Но в этот день Зинаида не пришла. Терзаясь нетерпением, Шмидт написал ей письмо.
«Если только кто-нибудь из вас будет говорить или писать, что я больной, то я отвечу таким вызывающим поведением на суде, что вы пожалеете сами. Раз уже приходила комиссия, и она меня так взвинтила, что я сейчас же прибавил в своих показаниях обстоятельства, отягощающие виновность мою, и буду делать так в будущем.
…Я буду для суда здоров, и никакие врачи под меня не подкопаются. Это ваши любящие сердца жаждут моей болезни, а я не желаю, и вам это не удастся».
Зинаида Ивановна не приехала и на следующий день. По неизвестной причине свидания были внезапно прекращены.
Для себя Шмидт уже все решил. Он видел суд и себя на этом суде, видел казнь и себя на этой казни таким, каким он хочет и должен быть. Он видел Россию, взволнованную и разгневанную. Он почувствовал, что может видеть дальше своего физического существования. Что-то необычайное поднялось и выросло в нем, и он судил о жизни в большой исторической перспективе, даже себя, Шмидта, наблюдал как будто со стороны. И его обязанностью, его повелительным долгом было сейчас сделать все, чтобы дело Шмидта, бывшее дело бывшего Шмидта, было доведено до конца с наибольшей пользой и наивысшим смыслом.
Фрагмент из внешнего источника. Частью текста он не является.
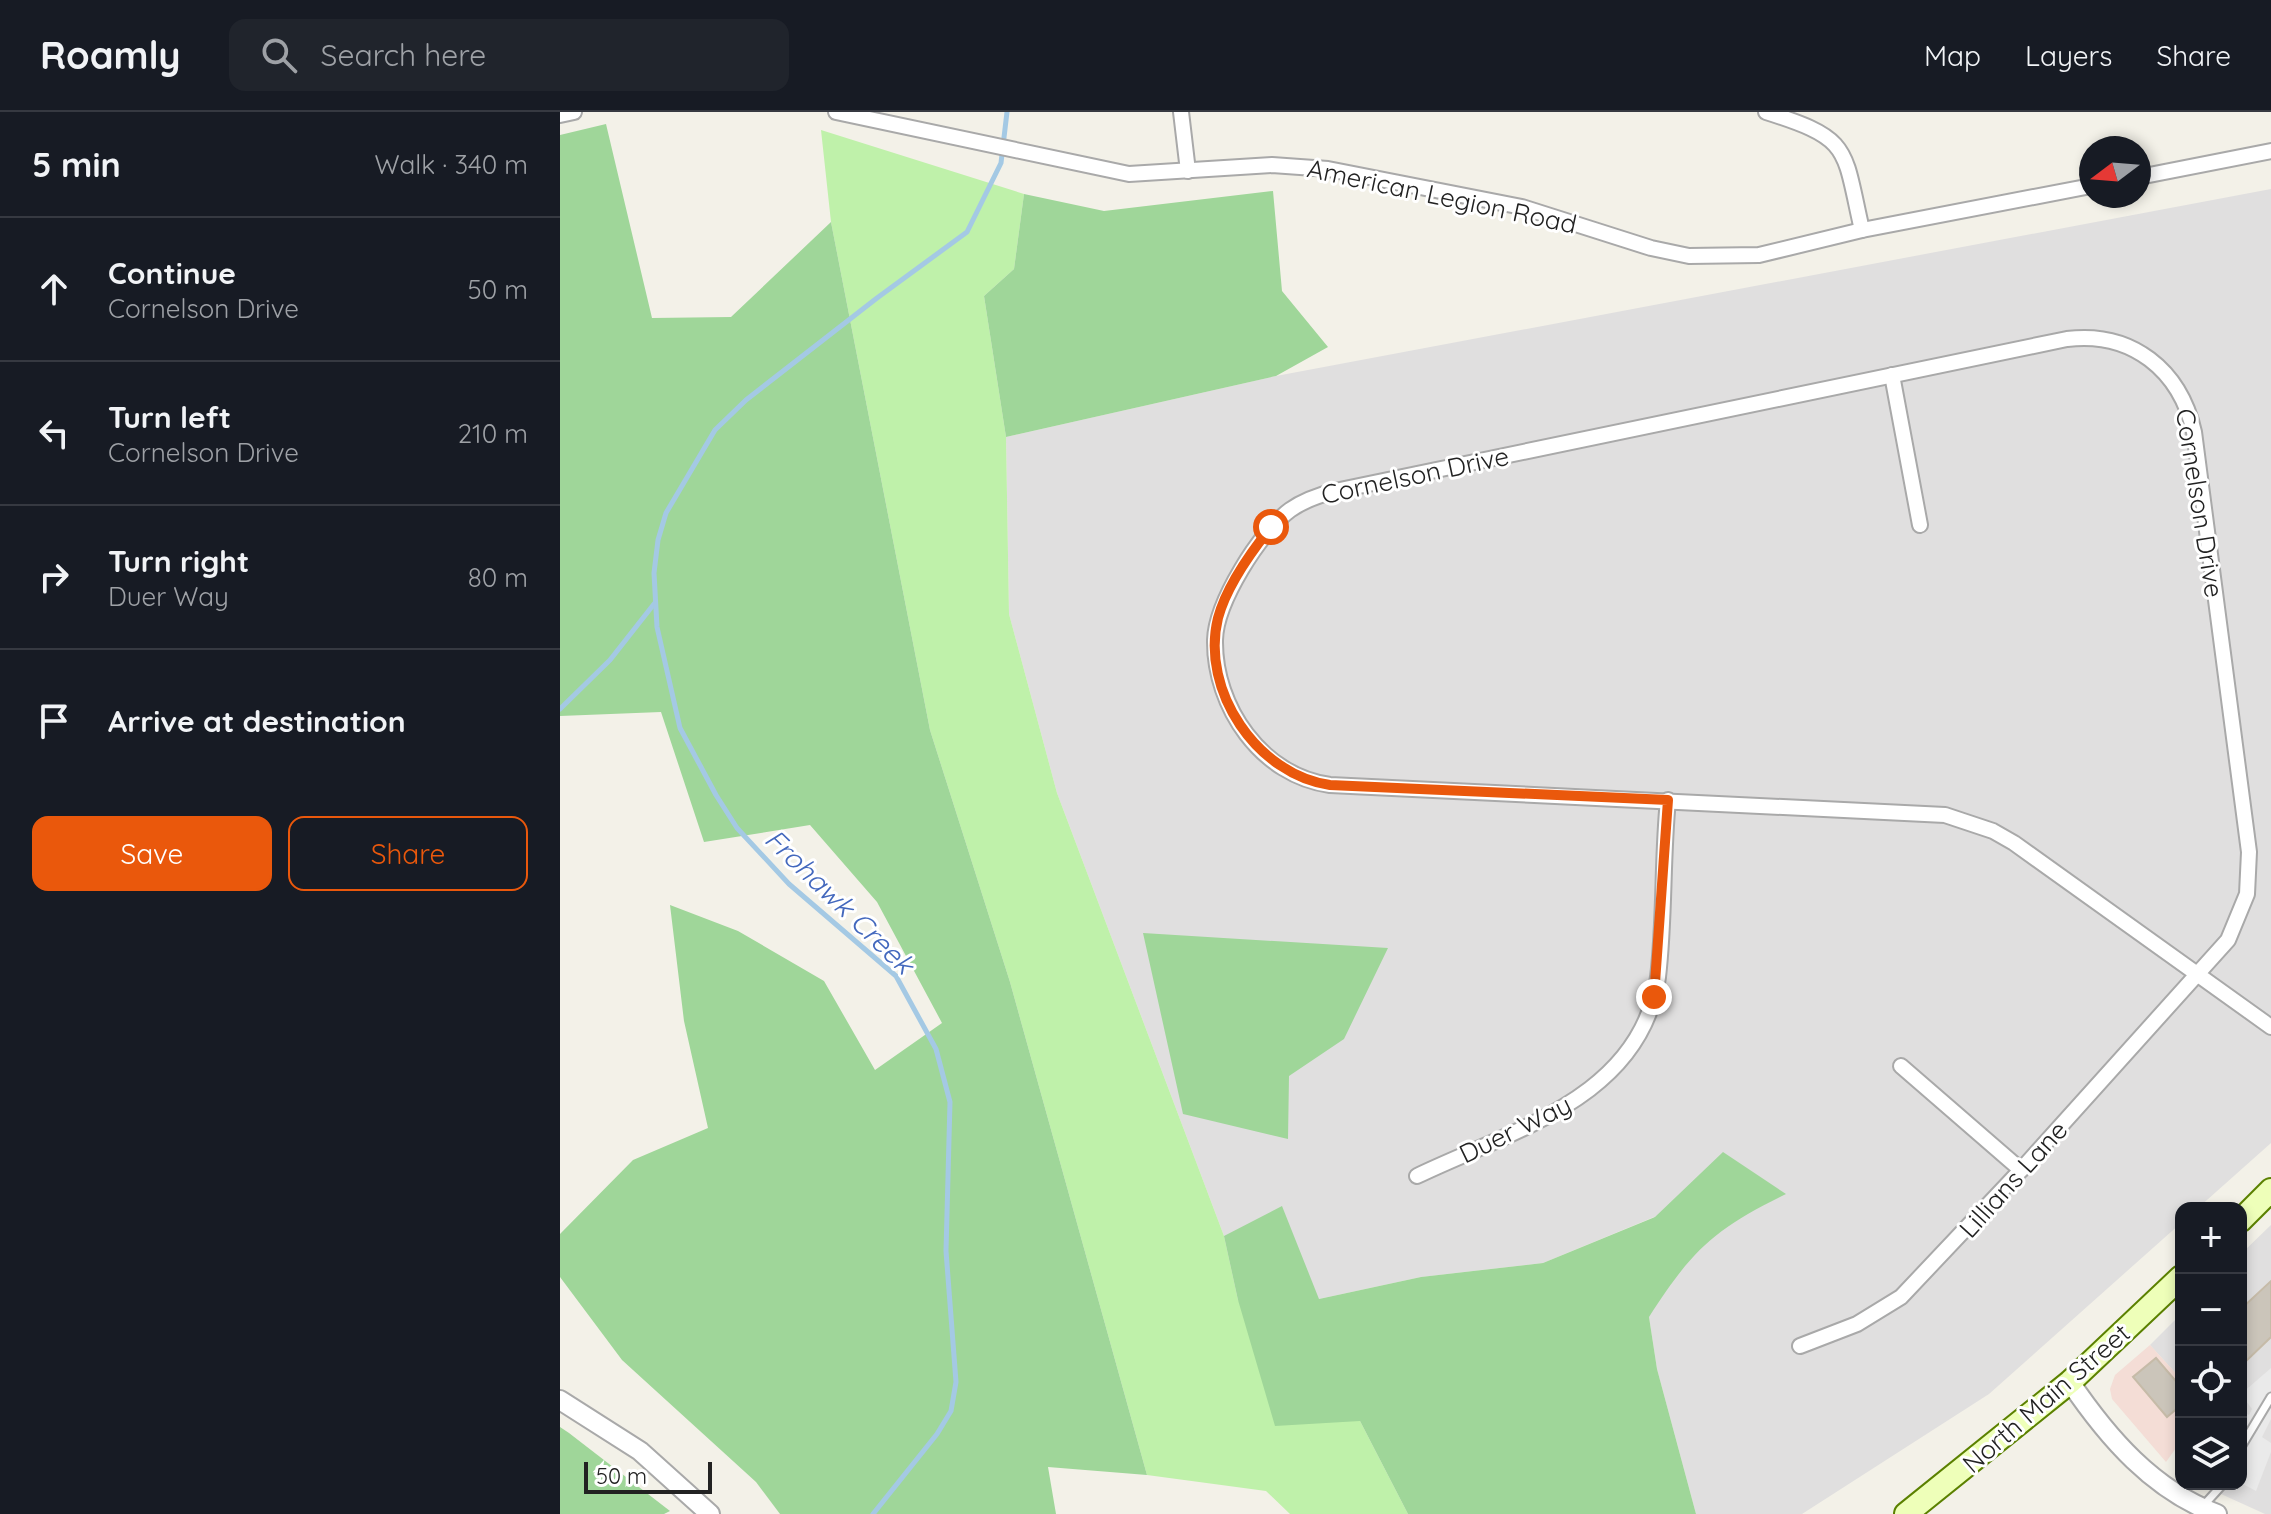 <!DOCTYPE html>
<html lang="en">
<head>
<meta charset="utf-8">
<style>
  :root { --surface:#171b24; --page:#20242c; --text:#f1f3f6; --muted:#9ea1a6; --line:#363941; --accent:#ea580c }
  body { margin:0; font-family:Quicksand,sans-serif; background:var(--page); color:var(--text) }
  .controls { position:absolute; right:24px; bottom:24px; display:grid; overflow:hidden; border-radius:16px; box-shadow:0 4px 12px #0003 }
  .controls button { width:72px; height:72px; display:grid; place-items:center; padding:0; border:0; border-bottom:2px solid var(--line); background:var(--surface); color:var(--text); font:40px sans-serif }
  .compass { position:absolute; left:1519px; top:24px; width:72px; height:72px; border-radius:50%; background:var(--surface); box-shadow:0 4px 12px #0003; rotate:254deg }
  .scale { position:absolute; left:24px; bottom:20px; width:128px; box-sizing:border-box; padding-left:8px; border:4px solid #222; border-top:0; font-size:22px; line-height:28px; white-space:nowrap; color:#222; -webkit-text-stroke:6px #fff; paint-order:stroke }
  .stop { position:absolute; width:24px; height:24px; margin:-18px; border:6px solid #ea580c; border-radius:50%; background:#fff }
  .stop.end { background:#ea580c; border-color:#fff; box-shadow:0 2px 8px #0008 }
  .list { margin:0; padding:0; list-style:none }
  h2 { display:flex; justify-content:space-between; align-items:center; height:104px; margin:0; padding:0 32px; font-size:34px }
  h2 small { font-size:26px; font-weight:400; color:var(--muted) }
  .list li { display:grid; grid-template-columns:52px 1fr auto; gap:24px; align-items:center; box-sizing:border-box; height:144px; padding:0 32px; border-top:2px solid var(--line) }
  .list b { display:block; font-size:30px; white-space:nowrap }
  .list p { margin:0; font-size:26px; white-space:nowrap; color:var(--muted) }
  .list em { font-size:26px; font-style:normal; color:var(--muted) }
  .actions { display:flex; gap:16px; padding:24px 32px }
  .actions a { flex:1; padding:18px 0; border:2px solid var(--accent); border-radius:16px; text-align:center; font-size:28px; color:var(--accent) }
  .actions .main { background:var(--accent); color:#fff }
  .icon { flex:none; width:44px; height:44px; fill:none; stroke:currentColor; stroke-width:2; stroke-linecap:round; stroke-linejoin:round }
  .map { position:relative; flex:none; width:1711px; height:1402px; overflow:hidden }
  header { display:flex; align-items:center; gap:48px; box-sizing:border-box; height:112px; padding:0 40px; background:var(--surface); border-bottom:2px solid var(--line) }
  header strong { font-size:38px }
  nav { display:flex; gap:44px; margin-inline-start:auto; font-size:28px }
  .search { width:560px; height:72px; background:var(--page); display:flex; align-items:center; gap:20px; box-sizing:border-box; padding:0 28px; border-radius:16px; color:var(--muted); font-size:30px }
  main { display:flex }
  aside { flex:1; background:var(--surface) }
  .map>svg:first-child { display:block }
  .residential { fill:#e0dfdf }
  .commercial { fill:#f4ddd6 }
  .grass { fill:#bff1aa }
  .forest { fill:#9fd699 }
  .parking { fill:#eaeaea }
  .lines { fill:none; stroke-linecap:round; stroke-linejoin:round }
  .stream { stroke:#a4c9e4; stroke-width:5 }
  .building { fill:#cbc5ba; stroke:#c6bba8; stroke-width:2 }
  .service-casing { stroke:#a9a9a9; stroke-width:11 }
  .minor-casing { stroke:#a9a9a9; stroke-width:18 }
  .tertiary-casing { stroke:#a9a9a9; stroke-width:22 }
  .secondary-casing { stroke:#5b8100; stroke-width:26 }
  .service { stroke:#fff; stroke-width:7 }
  .minor { stroke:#fff; stroke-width:14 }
  .tertiary { stroke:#fff; stroke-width:18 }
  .secondary { stroke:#eeffb9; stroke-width:22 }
  .route { stroke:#ea580c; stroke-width:10 }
  .labels { text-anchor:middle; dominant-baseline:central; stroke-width:6; stroke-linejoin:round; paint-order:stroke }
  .street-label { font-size:26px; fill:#222; stroke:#fff }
  .water-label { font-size:28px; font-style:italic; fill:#4368bd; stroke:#fff }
</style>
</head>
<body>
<header>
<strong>Roamly</strong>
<div class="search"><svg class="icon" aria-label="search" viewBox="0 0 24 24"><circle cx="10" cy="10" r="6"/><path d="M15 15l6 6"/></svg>Search here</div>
<nav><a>Map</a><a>Layers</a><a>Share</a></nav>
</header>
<main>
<aside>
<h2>5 min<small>Walk · 340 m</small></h2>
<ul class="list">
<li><svg class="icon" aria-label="ahead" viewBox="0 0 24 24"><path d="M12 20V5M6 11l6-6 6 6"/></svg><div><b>Continue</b><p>Cornelson Drive</p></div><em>50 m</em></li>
<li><svg class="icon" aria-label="left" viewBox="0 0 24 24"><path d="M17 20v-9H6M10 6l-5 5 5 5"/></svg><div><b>Turn left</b><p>Cornelson Drive</p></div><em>210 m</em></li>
<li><svg class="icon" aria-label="right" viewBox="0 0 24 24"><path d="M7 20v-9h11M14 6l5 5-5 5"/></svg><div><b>Turn right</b><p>Duer Way</p></div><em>80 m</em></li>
<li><svg class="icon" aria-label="arrive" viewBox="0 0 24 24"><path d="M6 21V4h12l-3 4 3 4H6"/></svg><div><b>Arrive at destination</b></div></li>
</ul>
<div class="actions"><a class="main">Save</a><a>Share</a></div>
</aside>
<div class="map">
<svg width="1711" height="1402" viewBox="0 0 1711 1402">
  <rect width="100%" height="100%" fill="#f3f1e8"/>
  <g class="residential">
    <path d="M 1711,77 L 1711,1031 L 1638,1096 L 1621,1096 L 1621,1111 L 1429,1282 L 1242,1402 L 1136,1402 L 1097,1257 L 1089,1205 L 1094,1105 L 983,1151 L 861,1165 L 759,1187 L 678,1188 L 664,1124 L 497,681 L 449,502 L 446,325 L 716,264 Z"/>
    <path d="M 1711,1113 L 1711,1402 L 1705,1402 L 1639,1372 L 1681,1372 L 1681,1142 Z"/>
    <path d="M 1621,1202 L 1621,1267 L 1590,1233 Z"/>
  </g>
  <path class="commercial" d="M 1590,1233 L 1621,1267 L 1621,1329 L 1606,1350 L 1552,1287 L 1550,1277 L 1555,1263 Z"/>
  <path class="grass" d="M 261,18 L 464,82 L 454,157 L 424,184 L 446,325 L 449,502 L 497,681 L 664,1124 L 678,1188 L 800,1309 L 848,1402 L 730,1402 L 706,1379 L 587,1363 L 450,870 L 370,618 L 271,110 Z"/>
  <g class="forest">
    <path d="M 46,12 L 92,206 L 171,205 L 271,110 L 370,618 L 450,870 L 587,1363 L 488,1355 L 496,1402 L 220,1402 L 196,1370 L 62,1248 L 0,1165 L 0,1122 L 73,1048 L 148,1016 L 124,909 L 110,793 L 178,819 L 264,869 L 315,958 L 382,911 L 317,790 L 250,713 L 144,730 L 101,600 L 0,604 L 0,23 Z"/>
    <path d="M 713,79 L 722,179 L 768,235 L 716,264 L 446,325 L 424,184 L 454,157 L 464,82 L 544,99 Z"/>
    <path d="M 583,821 L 828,836 L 784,927 L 729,964 L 728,1027 L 623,1002 Z"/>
    <path d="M 1163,1040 L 1226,1082 C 1154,1117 1132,1138 1089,1205 L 1097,1257 L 1136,1402 L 848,1402 L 800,1309 L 715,1314 L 678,1188 L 664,1124 L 722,1094 L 759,1187 L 861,1165 L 983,1151 L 1095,1105 Z"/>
    <path d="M 0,1315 L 9,1321 L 110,1399 L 104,1402 L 0,1402 Z"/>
  </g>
  <path class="parking" d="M 1711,1256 L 1711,1307 L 1702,1325 L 1711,1331 L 1711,1340 L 1696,1379 L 1681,1371 L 1681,1300 L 1689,1303 L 1692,1297 L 1681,1282 Z"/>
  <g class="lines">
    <g class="stream">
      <path d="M 0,597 L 50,548 L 94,492"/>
      <path d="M 313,1402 L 377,1322 L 391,1299 L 396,1270 L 386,1139 L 390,990 L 376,937 L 336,864 L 229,772 L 177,716 L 156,683 L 120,616 L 97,515 L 94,461 L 98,428 L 106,401 L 155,318 L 186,288 L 317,186 L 407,120 L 441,51 L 447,0"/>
    </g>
  </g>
  <g class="building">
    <path d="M 1711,1169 L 1711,1225 L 1681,1254 L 1681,1197 Z"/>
    <path d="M 1596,1246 L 1621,1275 L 1621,1293 L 1607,1305 L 1573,1265 Z"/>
  </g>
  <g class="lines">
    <defs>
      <g id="service">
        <path d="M 1681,1335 L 1711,1285"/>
        <path d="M 1643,1394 L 1663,1372"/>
      </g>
      <g id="minor">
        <path d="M 276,0 L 569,62 L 712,53 L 768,57 L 962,95 L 1091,136 L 1129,144 L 1199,143 L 1302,118 L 1531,74"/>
        <path d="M 621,0 L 628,59"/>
        <path d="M 1206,0 C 1292,27 1283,35 1302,118"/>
        <path d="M 0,3 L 14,0"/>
        <path d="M 1579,65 L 1711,39"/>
        <path d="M 1332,263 L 1360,413"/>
        <path d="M 1341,954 L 1461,1058"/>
        <path d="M 857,1064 C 950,1019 1082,986 1098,865 C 1105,806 1102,747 1108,688"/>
        <path d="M 1240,1234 L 1297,1212 L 1341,1185 L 1461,1058 L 1668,828 L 1687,782 L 1689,740 L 1634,320 C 1620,258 1572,219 1507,227 L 775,379 C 759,383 744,388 730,398 C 700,420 656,490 655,528 C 654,595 702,664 770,673 L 1385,703 L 1433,719 L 1454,731 L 1711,915"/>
      </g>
      <g id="tertiary">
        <path d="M 1510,1270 C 1548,1326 1593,1378 1657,1402"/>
        <path d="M 0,1288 L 80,1339 L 150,1402"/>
      </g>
      <g id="secondary">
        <path d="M 1681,1108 L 1711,1078"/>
        <path d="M 1346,1402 L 1510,1270 L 1621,1165"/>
      </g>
    </defs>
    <use href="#service" class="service-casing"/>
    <use href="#minor" class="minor-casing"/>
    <use href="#tertiary" class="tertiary-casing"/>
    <use href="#secondary" class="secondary-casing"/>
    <use href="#service" class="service"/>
    <use href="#minor" class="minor"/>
    <use href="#tertiary" class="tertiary"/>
    <use href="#secondary" class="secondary"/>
  </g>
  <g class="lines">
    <path class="route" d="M 711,415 C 691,440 666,476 658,506 C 640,579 698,663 770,673 L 1108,688 L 1094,885"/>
  </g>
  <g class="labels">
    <g class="street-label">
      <text transform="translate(882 84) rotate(12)">American Legion Road</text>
      <text transform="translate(855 363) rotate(-12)">Cornelson Drive</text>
      <text transform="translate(1640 391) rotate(81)">Cornelson Drive</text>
      <text transform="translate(955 1017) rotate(-26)">Duer Way</text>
      <text transform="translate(1453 1067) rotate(-48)">Lillians Lane</text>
      <text transform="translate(1486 1286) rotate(-41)">North Main Street</text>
    </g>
    <g class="water-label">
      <text transform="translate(280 789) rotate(44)">Frohawk Creek</text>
    </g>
  </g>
</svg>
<div class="controls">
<button>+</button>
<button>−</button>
<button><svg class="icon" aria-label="locate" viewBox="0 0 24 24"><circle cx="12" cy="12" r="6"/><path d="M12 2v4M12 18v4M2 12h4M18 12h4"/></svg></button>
<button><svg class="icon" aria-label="layers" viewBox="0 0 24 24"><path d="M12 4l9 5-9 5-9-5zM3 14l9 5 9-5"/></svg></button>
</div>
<svg class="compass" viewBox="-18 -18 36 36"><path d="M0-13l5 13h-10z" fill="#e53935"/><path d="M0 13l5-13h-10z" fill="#9ea1a6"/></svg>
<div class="scale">50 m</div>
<div class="stop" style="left:711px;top:415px"></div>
<div class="stop end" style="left:1094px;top:885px"></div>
</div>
</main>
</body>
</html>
Петр Петрович схватил лист бумаги и написал:
«После казни прошу:
Настоять через печать и всеми средствами, чтобы тело мое было выдано для погребения севастопольским рабочим, чтобы они были полными хозяевами и распорядителями при похоронах. Я их депутат, званием этим горжусь, и они одни дали мне больше счастья, чем вся моя жизнь, со всеми людьми, с которыми я встречался.